Well, today is the day that puff is “due”. This – as we’ve known all along – is no guarantee of anything. We’d been given two due dates in the past, the 16th, and the 20th. As a friend points out, the date of birth 20-08-2008 would be quite a memorable one to have, but at this stage, it looks like puff is going to be late.

Waiting for a baby is unlike any other kind of wait that I’ve experienced before. What you’re waiting for is going to be incredibly life changing, but you have no control over *when* it happens. I suspect this is good practice for once the baby arrives, when there’s a continual lack of control over when things happen.

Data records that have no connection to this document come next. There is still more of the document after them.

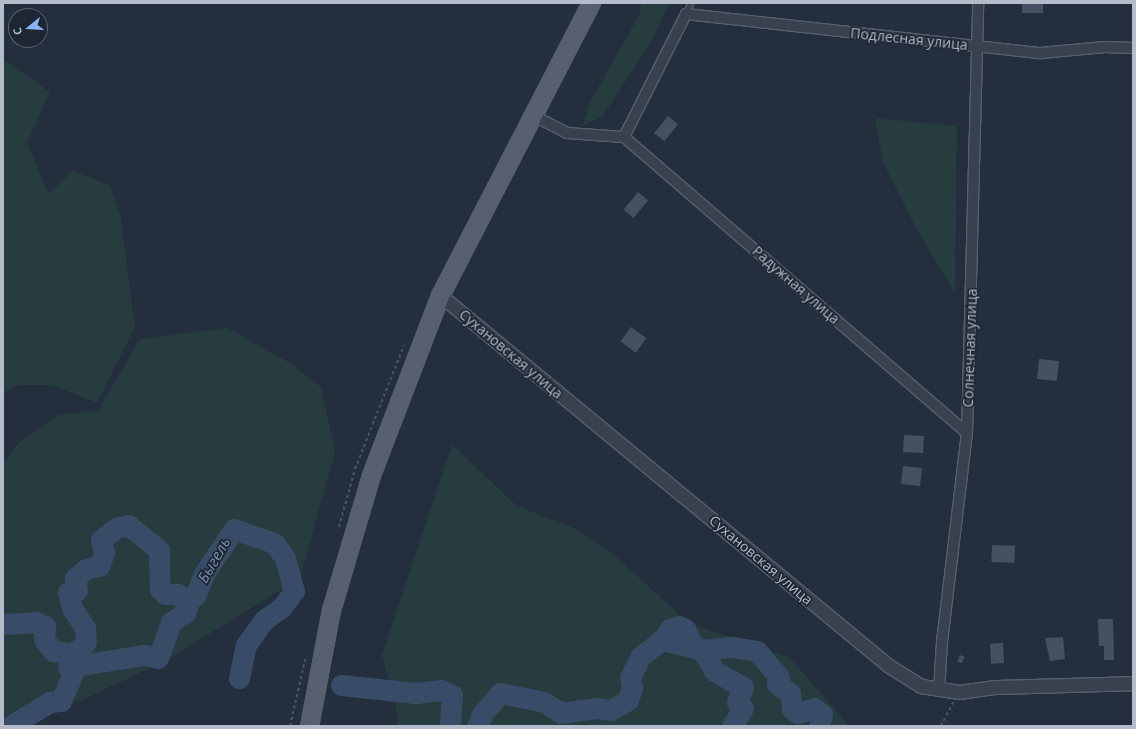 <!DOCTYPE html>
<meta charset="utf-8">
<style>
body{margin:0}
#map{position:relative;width:1136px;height:729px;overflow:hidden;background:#242f3e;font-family:"Open Sans",sans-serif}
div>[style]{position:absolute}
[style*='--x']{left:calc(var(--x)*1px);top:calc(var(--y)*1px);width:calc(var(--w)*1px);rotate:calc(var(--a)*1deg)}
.green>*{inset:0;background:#263c3f}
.river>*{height:21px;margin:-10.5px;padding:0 10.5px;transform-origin:10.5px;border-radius:10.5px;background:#394c67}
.building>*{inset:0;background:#455162;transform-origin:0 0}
.path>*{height:2px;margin-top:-1px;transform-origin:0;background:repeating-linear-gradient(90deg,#44595c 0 3px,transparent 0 6px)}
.roads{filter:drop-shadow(1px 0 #565f6c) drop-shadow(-1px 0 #565f6c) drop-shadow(0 1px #565f6c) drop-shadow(0 -1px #565f6c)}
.service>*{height:5px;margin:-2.5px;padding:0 2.5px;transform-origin:2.5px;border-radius:2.5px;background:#38414e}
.minor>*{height:10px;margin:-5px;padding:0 5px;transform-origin:5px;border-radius:5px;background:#38414e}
.tertiary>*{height:13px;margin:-6.5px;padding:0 6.5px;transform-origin:6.5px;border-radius:6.5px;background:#38414e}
.primary>*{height:17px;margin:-8.5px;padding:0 8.5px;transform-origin:8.5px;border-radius:8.5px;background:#56606e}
span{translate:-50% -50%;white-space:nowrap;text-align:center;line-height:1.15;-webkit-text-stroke:3.5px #1d2633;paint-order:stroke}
.street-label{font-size:14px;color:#b4bcc9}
.water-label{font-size:15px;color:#7c92b1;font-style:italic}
.frame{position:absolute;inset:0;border:4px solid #b4bcc9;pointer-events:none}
.north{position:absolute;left:8px;top:8px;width:40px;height:40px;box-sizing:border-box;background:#1d2633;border:1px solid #59626f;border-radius:50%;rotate:252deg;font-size:11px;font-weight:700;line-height:16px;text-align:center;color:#b4bcc9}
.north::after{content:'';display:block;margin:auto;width:14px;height:18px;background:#8ab4f8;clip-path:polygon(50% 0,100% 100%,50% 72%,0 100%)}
</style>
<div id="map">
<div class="green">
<div style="clip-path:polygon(641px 3px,669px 3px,651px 42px,602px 117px,583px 125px,591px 100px,640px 14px)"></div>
<div style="clip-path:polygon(3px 59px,50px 92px,27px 143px,49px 194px,73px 170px,110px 186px,121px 218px,135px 327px,97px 403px,52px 385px,17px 385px,3px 393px)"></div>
<div style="clip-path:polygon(875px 118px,957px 126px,955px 294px,916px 228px,883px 162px)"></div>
<div style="clip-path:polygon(227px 328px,290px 363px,321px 387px,335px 452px,300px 578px,163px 662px,26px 726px,3px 726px,3px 463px,18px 444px,58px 415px,98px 411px,140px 339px)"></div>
<div style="clip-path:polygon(452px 445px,517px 506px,574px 528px,613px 554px,689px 623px,790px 658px,849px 726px,395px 726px,399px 719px,382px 655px)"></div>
</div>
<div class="river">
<div style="--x:3;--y:624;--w:33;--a:-3"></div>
<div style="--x:36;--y:622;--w:10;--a:24"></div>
<div style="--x:45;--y:626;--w:13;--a:94"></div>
<div style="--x:44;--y:639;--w:15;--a:53"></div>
<div style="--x:53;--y:651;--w:17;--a:7"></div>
<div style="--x:70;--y:653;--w:11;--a:-22"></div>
<div style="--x:80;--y:649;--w:10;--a:-53"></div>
<div style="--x:86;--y:641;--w:13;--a:-94"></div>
<div style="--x:85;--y:628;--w:24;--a:-123"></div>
<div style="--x:72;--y:608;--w:16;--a:-104"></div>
<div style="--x:68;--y:592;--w:9;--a:-13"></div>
<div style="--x:77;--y:590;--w:12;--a:-99"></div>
<div style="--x:75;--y:578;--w:14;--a:-39"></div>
<div style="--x:86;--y:569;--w:13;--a:-13"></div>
<div style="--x:99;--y:566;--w:14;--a:-69"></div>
<div style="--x:104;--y:553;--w:13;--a:-103"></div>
<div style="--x:101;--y:540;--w:19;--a:-39"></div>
<div style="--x:116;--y:528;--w:12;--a:-14"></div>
<div style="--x:128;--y:525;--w:40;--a:39"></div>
<div style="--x:159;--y:550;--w:39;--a:89"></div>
<div style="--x:160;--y:589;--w:7;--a:45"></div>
<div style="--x:165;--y:594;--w:13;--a:0"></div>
<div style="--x:178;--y:594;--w:6;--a:51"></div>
<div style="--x:182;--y:599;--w:13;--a:-13"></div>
<div style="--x:195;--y:596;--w:26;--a:-67"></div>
<div style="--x:205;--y:572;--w:52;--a:-56"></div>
<div style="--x:234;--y:529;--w:42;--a:19.3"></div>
<div style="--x:274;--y:543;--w:19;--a:54"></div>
<div style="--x:285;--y:558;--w:34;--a:75"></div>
<div style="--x:294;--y:591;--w:21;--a:127"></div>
<div style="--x:281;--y:608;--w:21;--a:145"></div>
<div style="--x:264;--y:620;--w:31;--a:126"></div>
<div style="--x:246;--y:645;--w:34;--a:102"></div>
<div style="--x:662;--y:640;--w:14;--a:-54"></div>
<div style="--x:670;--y:629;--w:9;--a:-18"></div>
<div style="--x:679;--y:626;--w:7;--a:27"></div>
<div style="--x:685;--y:629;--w:17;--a:65"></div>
<div style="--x:692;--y:644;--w:12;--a:31"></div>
<div style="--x:702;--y:650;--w:24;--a:60"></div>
<div style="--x:714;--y:671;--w:33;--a:29"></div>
<div style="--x:743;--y:687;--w:16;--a:112"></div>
<div style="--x:737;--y:702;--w:8;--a:45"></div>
<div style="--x:743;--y:708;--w:21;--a:121"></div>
<div style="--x:68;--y:667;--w:77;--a:-9"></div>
<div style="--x:144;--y:655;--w:14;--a:12"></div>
<div style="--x:158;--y:658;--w:38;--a:-70"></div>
<div style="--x:171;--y:622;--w:17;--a:-33"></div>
<div style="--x:185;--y:613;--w:16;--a:-72"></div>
<div style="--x:341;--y:685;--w:75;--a:6.1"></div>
<div style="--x:416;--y:693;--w:25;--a:-7"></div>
<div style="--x:441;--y:690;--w:12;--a:24"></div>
<div style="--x:452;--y:695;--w:31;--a:94"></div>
<div style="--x:10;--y:726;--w:47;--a:-31"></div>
<div style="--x:50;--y:702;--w:11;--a:-5"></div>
<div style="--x:61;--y:701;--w:39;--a:-67"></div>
<div style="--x:477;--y:726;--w:13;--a:-67"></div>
<div style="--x:482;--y:714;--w:28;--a:-49"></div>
<div style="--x:500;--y:693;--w:45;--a:11.6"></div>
<div style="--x:544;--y:702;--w:20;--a:33"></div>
<div style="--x:561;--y:713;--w:37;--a:-8"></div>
<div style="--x:598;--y:708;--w:13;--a:9"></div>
<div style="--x:611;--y:710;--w:20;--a:-30"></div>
<div style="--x:628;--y:700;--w:13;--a:-72"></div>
<div style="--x:632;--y:688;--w:11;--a:-100"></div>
<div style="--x:630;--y:677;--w:22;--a:-63"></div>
<div style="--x:640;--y:657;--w:28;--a:-38"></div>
<div style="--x:662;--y:640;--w:41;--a:14"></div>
<div style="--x:702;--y:650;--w:30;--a:-6"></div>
<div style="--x:732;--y:647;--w:25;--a:9"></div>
<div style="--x:757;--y:651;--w:34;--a:50"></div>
<div style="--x:779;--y:677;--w:7;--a:106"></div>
<div style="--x:777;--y:684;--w:16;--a:35"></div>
<div style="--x:790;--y:693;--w:16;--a:83"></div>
<div style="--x:792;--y:709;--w:7;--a:34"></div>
<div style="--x:798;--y:713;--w:17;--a:-17"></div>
<div style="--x:814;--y:708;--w:10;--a:37"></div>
<div style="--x:822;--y:714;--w:12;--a:104"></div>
</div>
<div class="building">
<div style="left:1022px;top:3px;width:21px;height:10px"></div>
<div style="left:668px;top:116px;width:13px;height:22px;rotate:39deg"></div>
<div style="left:638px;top:192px;width:13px;height:23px;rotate:39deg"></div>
<div style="left:631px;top:327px;width:19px;height:18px;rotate:36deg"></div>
<div style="left:1039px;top:359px;width:20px;height:20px;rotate:6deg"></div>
<div style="left:904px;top:435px;width:20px;height:17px;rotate:3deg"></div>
<div style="left:903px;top:466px;width:19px;height:18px;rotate:6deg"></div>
<div style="left:992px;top:545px;width:23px;height:17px;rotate:2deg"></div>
<div style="clip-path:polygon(1098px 619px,1113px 619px,1114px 660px,1104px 660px,1104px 646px,1099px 646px)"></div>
<div style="clip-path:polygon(1063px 637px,1065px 659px,1050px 661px,1045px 638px)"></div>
<div style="left:1003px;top:643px;width:20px;height:13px;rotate:87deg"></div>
<div style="left:960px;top:655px;width:5px;height:7px;rotate:22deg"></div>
</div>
<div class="path">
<div style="--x:339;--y:527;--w:60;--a:-74.6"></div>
<div style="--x:355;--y:469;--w:133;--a:-68.4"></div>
<div style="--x:290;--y:726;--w:72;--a:-77.1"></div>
<div style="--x:941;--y:726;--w:27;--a:-63"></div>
</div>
<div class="roads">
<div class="service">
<div style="--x:686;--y:14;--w:12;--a:-70"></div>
</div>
<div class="minor">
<div style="--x:532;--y:115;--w:39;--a:27"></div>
<div style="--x:567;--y:133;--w:57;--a:4"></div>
<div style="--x:624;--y:137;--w:138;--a:-63.2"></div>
<div style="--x:686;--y:14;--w:357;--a:6.3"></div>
<div style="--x:1041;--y:53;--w:64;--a:-5.4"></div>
<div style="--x:1105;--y:47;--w:28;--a:2"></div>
<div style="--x:624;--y:137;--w:453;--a:40.8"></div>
<div style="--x:939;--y:691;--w:49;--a:-86.5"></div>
<div style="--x:942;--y:642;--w:210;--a:-83.2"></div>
<div style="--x:967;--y:433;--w:430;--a:-88.5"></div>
</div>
<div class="tertiary">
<div style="--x:440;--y:295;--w:582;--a:39.57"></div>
<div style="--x:889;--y:666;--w:38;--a:32"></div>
<div style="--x:921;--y:686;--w:38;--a:9"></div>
<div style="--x:959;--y:692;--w:35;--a:-8"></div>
<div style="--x:994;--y:687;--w:139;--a:-1.6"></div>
</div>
<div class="primary">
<div style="--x:309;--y:726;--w:118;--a:-79.3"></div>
<div style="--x:331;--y:610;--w:141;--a:-73.5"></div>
<div style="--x:371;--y:475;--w:193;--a:-69"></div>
<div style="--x:440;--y:295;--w:329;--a:-62.7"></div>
</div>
</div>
<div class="street-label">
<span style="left:909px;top:39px;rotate:6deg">Подлесная улица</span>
<span style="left:796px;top:285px;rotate:41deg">Радужная улица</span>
<span style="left:970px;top:348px;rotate:-88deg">Солнечная улица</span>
<span style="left:511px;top:354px;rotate:40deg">Сухановская улица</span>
<span style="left:761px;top:560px;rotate:40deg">Сухановская улица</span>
</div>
<div class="water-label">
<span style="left:214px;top:560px;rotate:-60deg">Быгель</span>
</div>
<div class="frame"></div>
<div class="north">С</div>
</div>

It’s a mixed sensation: I’d really like puff to turn up, but to get there, kel has to go through rather a lot of suffering, so it’s hard to be enthusiastic about everything starting.

nesting

pantry organised

I guess I’m the one who’s starting to nest (or perhaps I didn’t want to read my college library book). Tired – after months – of not really understanding what we have in the pantry, I decided to take everything out of the pantry, and organise it my way. In the process, I’ve thrown out a lot of expired food, and found a lot of groceries that we had – unwittingly – in bulk.

We’re really into the territory of “the waiting” now, so we’re running out of good ways to fill in the time: the room is ready, the house is getting tidy, now the pantry is done.